MLOps - Initial Setup

Audience

  • Leaders.

  • Technical Project Managers.

  • Experienced ML & DS Engineers.

  • Medium & Large Enterprises leveraging ML & DS.

  • Job seekers

Contributors

  • Business Decision Makers - The one defining the business problem.

  • Product Owner - The person who has idea on both Business problem & Industrial data.

  • Data Scientist/ML Engineer - The one who builds models to generate ROI.


To Solve a specific business problem, each stakeholder, that is, The Business Decision Makers, Product Owners, and ML Engineers should do their job as designated.

Investing in all the above resources is a waste of efforts and money, unless a specific business problem is determined.

Business Problem

A business problem can be defined as any hurdle, situation, or variation that leads to a difference between the desired objectives and accomplished results. Ex: Identifying Spam, Making Product Recommendations.

Data Lake

A data lake is a system or repository of data stored in its natural/raw format, usually object blobs or files.

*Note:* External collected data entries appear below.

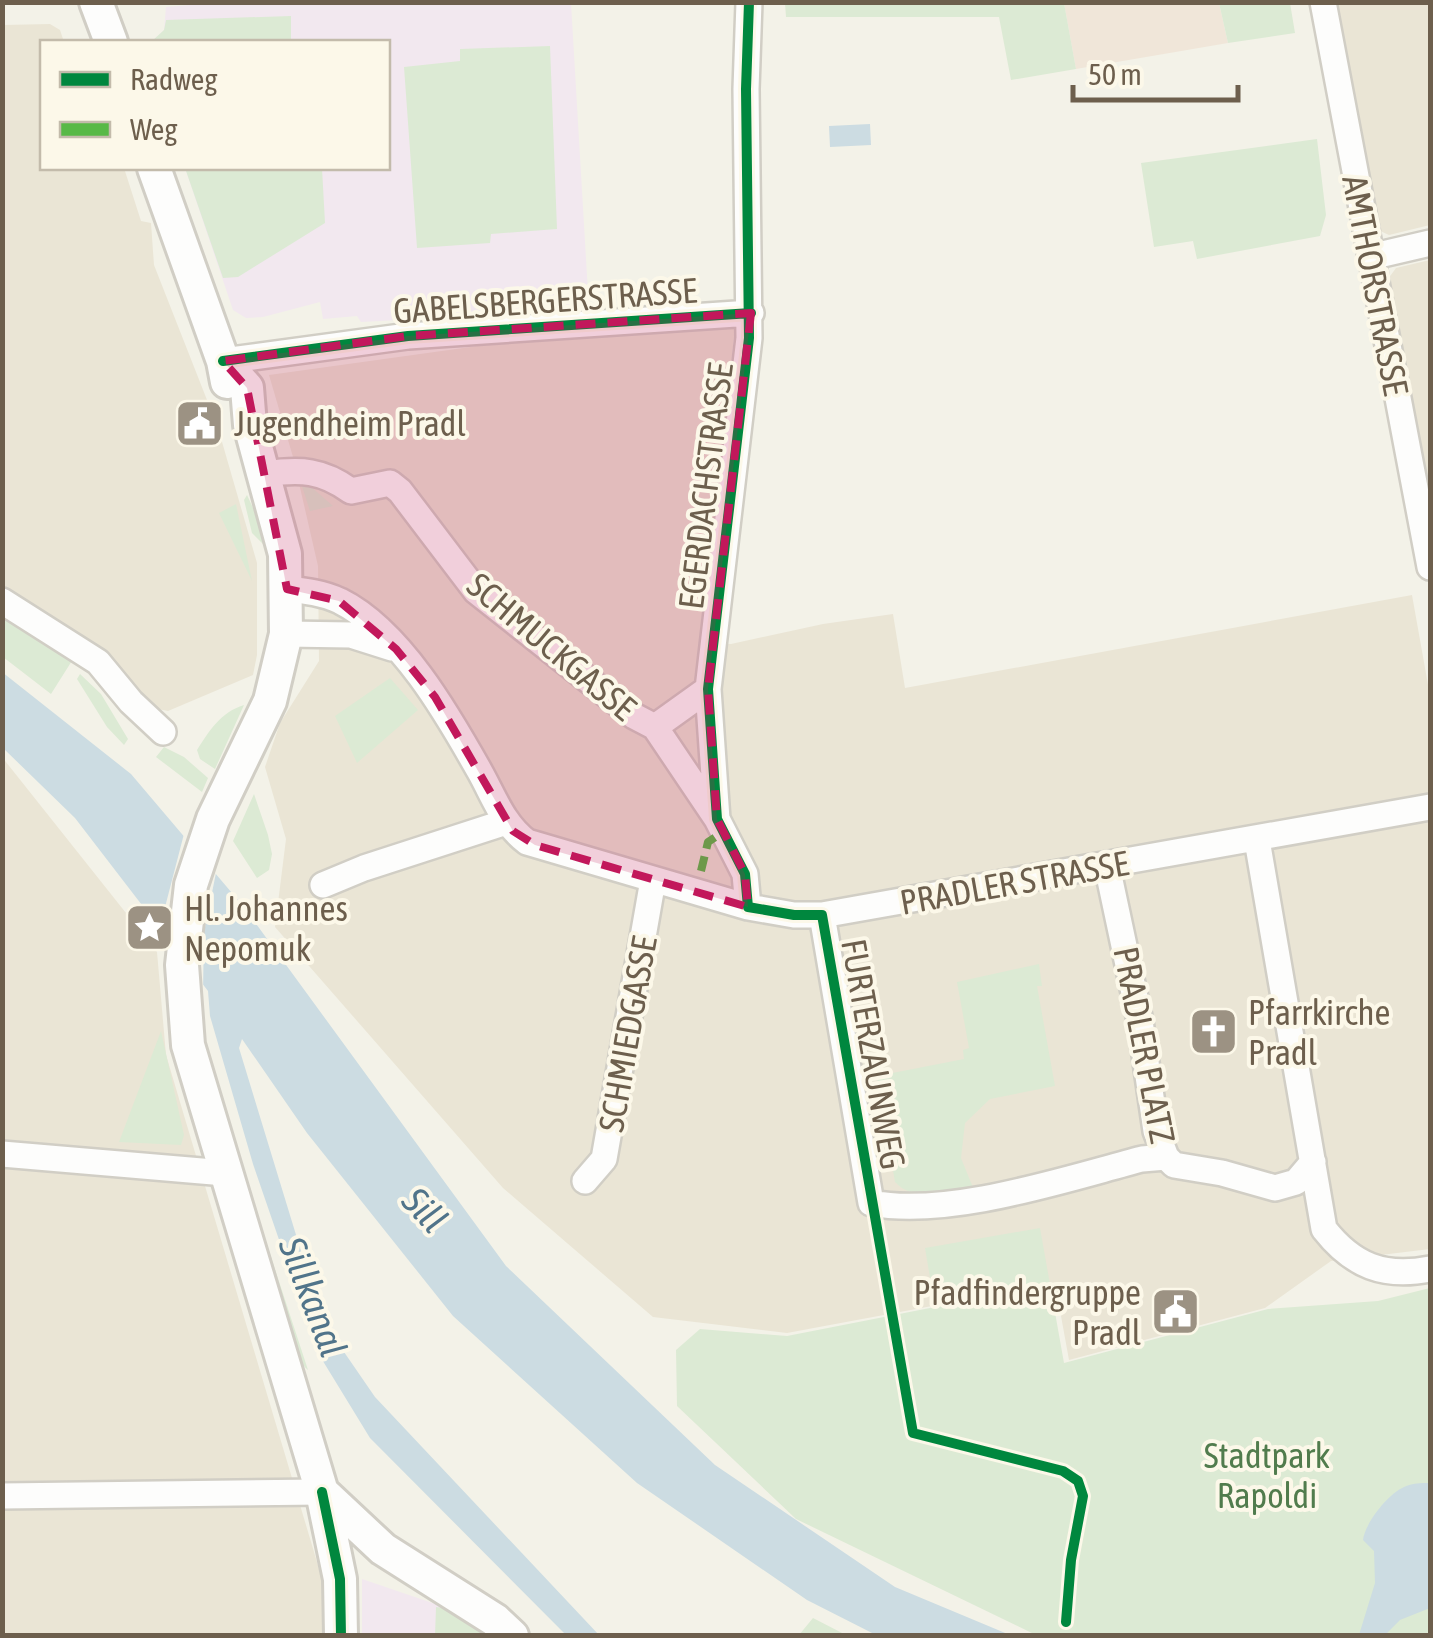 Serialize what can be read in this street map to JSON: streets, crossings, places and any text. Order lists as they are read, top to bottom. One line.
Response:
{"streets":{"street":["AMTHORSTRASSE","GABELSBERGERSTRASSE","EGERDACHSTRASSE","SCHMUCKGASSE","PRADLER STRASSE","SCHMIEDGASSE","PRADLER PLATZ","FURTERZAUNWEG"]},"crossings":[["GABELSBERGERSTRASSE","EGERDACHSTRASSE"],["EGERDACHSTRASSE","SCHMUCKGASSE"],["EGERDACHSTRASSE","PRADLER STRASSE"],["PRADLER STRASSE","SCHMIEDGASSE"],["PRADLER STRASSE","PRADLER PLATZ"],["PRADLER STRASSE","FURTERZAUNWEG"],["PRADLER PLATZ","FURTERZAUNWEG"]],"water":["Sill","Sillkanal"],"parks":["Stadtpark Rapoldi"],"places":{"public building":["Jugendheim Pradl","Pfadfindergruppe Pradl"],"place":["Hl. Johannes Nepomuk"],"church":["Pfarrkirche Pradl"]},"legend":["Radweg","Weg"],"scale_bar":"50 m"} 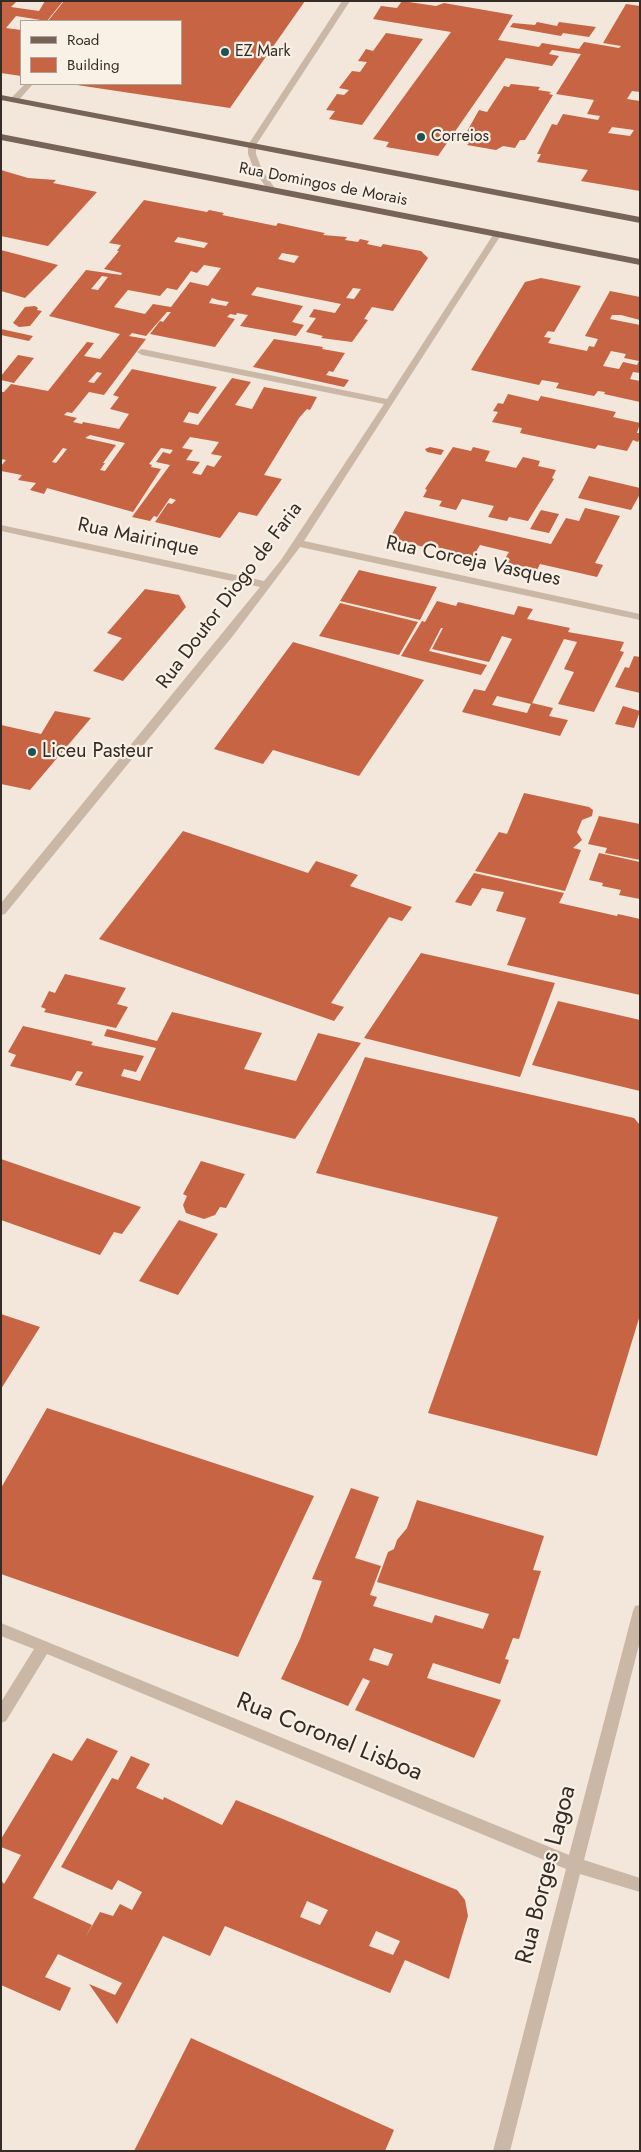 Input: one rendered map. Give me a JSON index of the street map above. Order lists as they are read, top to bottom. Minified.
{"streets":{"main road":["Rua Domingos de Morais"],"street":["Rua Mairinque","Rua Corceja Vasques","Rua Doutor Diogo de Faria","Rua Coronel Lisboa","Rua Borges Lagoa"]},"crossings":[["Rua Domingos de Morais","Rua Doutor Diogo de Faria"],["Rua Mairinque","Rua Doutor Diogo de Faria"],["Rua Corceja Vasques","Rua Doutor Diogo de Faria"],["Rua Coronel Lisboa","Rua Borges Lagoa"]],"places":["EZ Mark","Correios","Liceu Pasteur"],"legend":["Road","Building"]} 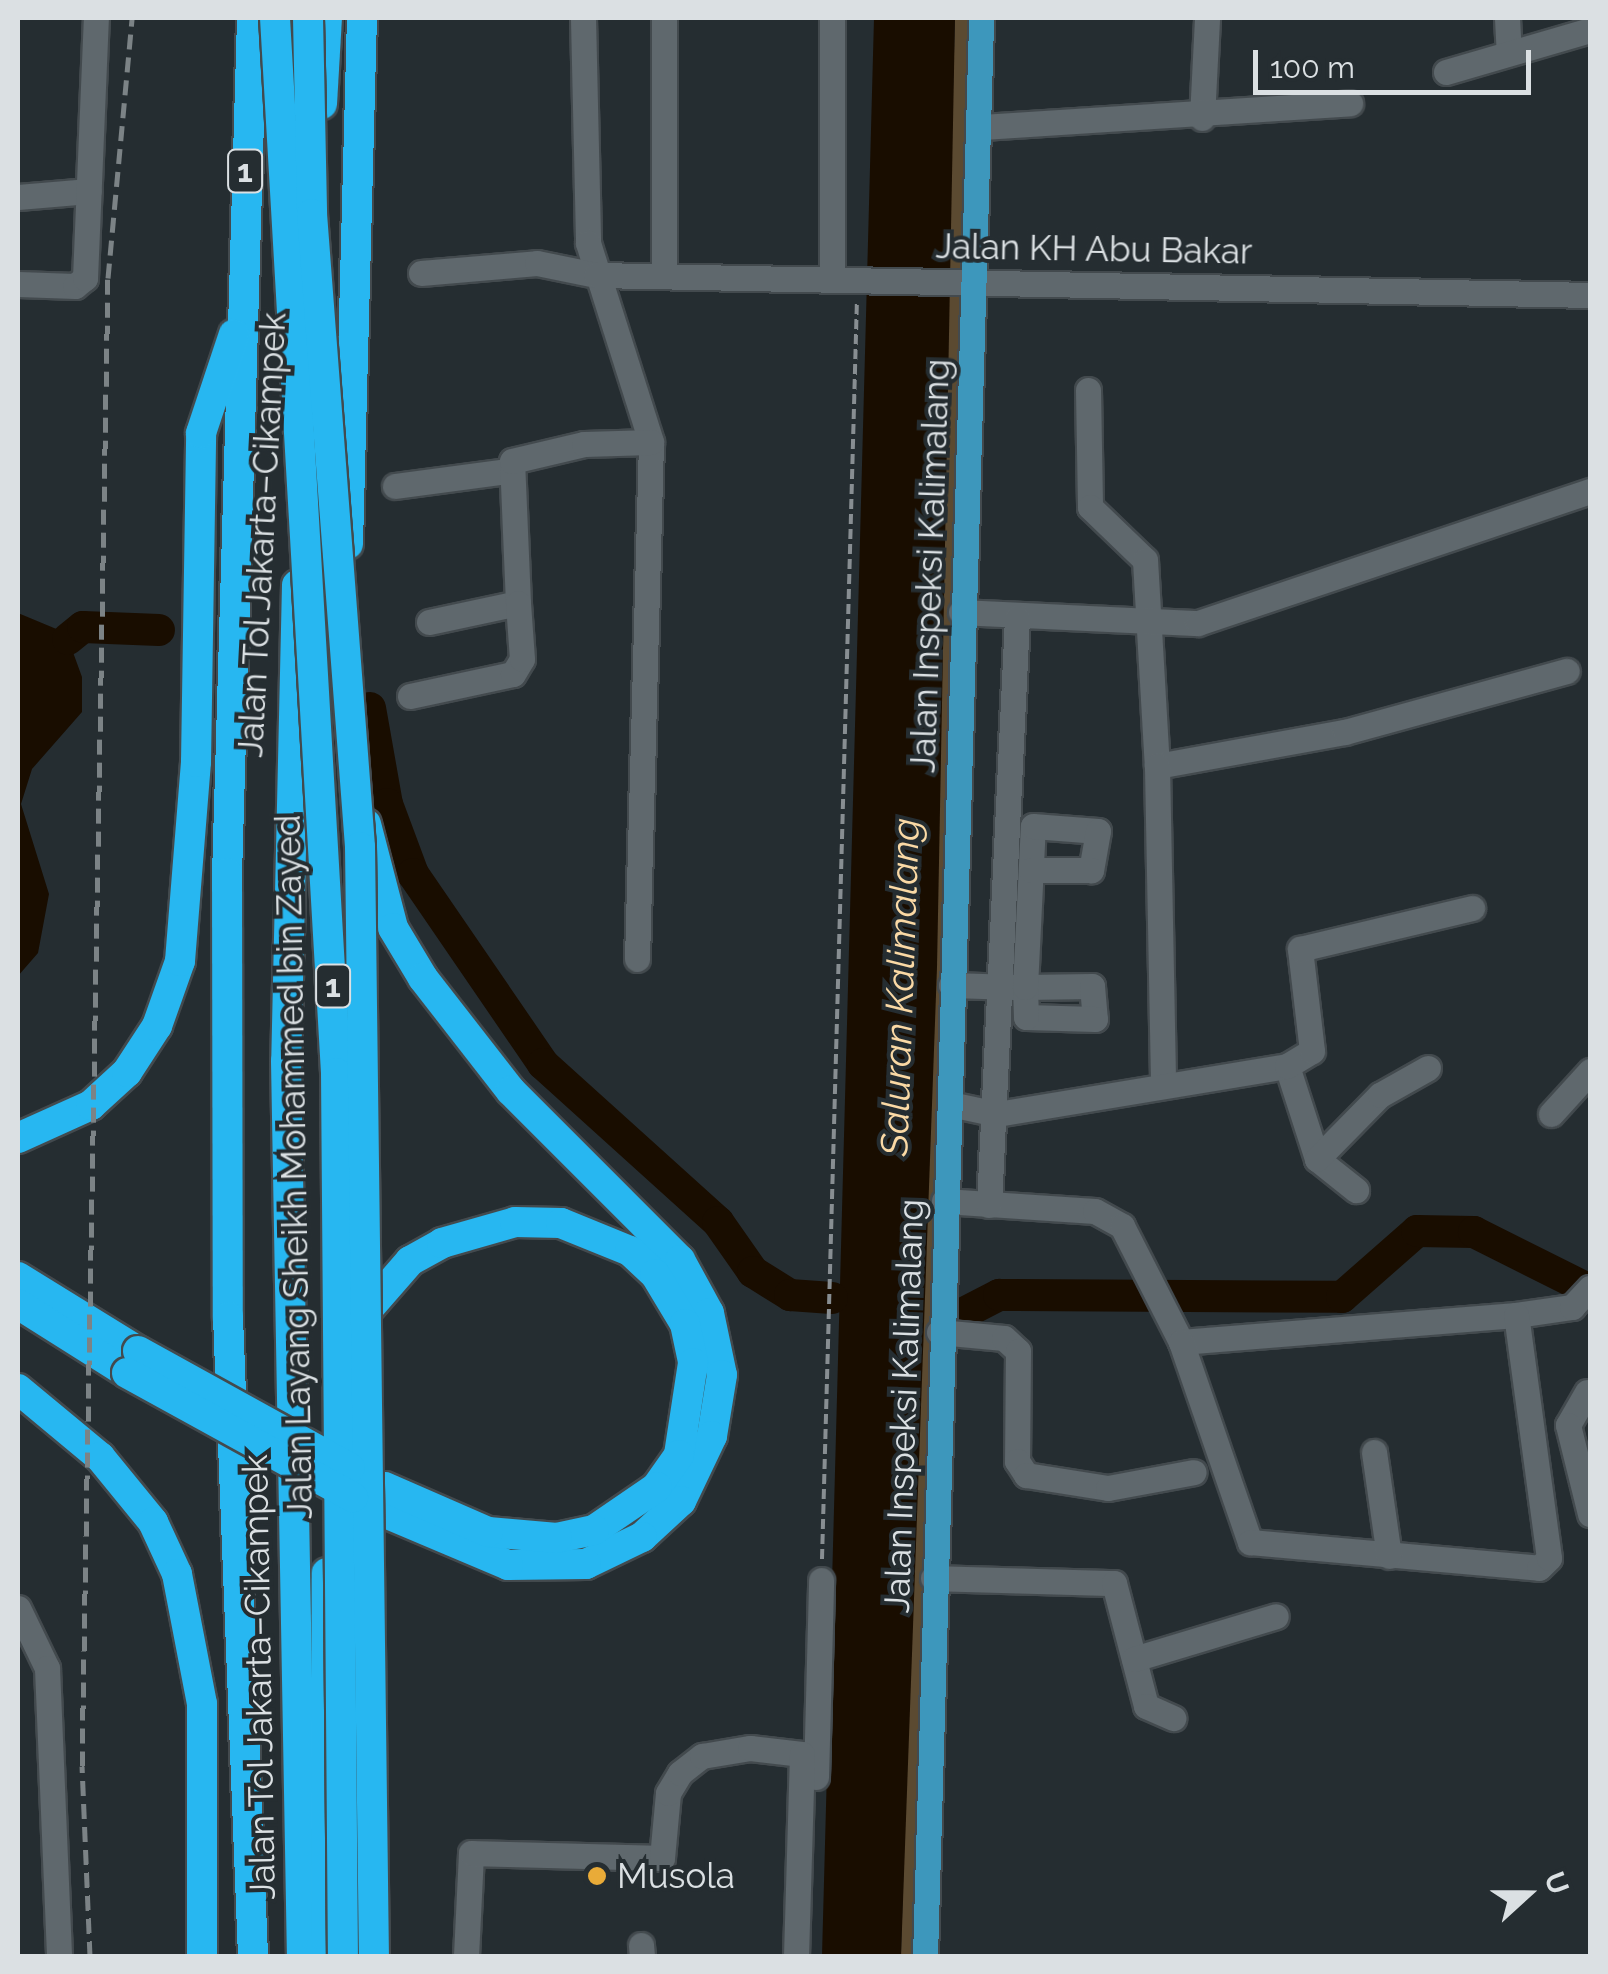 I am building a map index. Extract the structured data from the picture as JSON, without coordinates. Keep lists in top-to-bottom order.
{
  "streets": {
    "highway": ["1", "Jalan Tol Jakarta–Cikampek", "Jalan Layang Sheikh Mohammed bin Zayed"],
    "main road": ["Jalan Inspeksi Kalimalang"],
    "street": ["Jalan KH Abu Bakar"]
  },
  "crossings": [
    ["Jalan KH Abu Bakar", "Jalan Inspeksi Kalimalang"]
  ],
  "water": ["Saluran Kalimalang"],
  "places": ["Musola"],
  "scale_bar": "100 m",
  "north": "right"
}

A data lake can include structured data from relational databases (rows and columns), semi-structured data (CSV, logs, XML, JSON), unstructured data (emails, documents, PDFs) and binary data (images, audio, video).

Examples are Amazon S3, Apache Hadoop, Snowflake.

Data Problem

Once data is gathered and analysed, business problem is converted into a data problem by product owner and Data Scientist or Machine Learning Engineer.

  • For continuous analysis, data needs to be in One Place (Data Lake). Only do this, if you have a clear vision on your business requirement.

  • For Initial Analysis, data can be manually gathered/retrieved from multiple places.

While building a model, for example a model which will analyse if the customer churn happens or not, it is important to have different categories of data such as customer details, financial details, product details, transactional details and so on.

All these types of data can be categorised into:

  • Must to have data: Required to start exploring the solution to the business problem.

  • Good to have data: Will give additional information to solve the problem but is not that critical.

  • Data whose relevancy can't be established without exploration.

Prioritise Business Problems

From the main Business Problem, find out the list of sub business problems and from that list find out top 5-10 sub business problems and work on them to reach the final solution and get the business value.


Key Terminologies

Business decision maker: The person who has the authority to make a decision, for example, sales head, engineer head, and so on, depending on the use case.

Product owner: The person who understands the business the the organisation handling and the data that the organisation has.

Primary data: The data that the organisation owns.

Secondary data: The data, which is available like weather, and so on, as the primary data of some other vendor.

Third party data: The data, which is useful but has to be acquired from multiple vendors and aggregated/processed.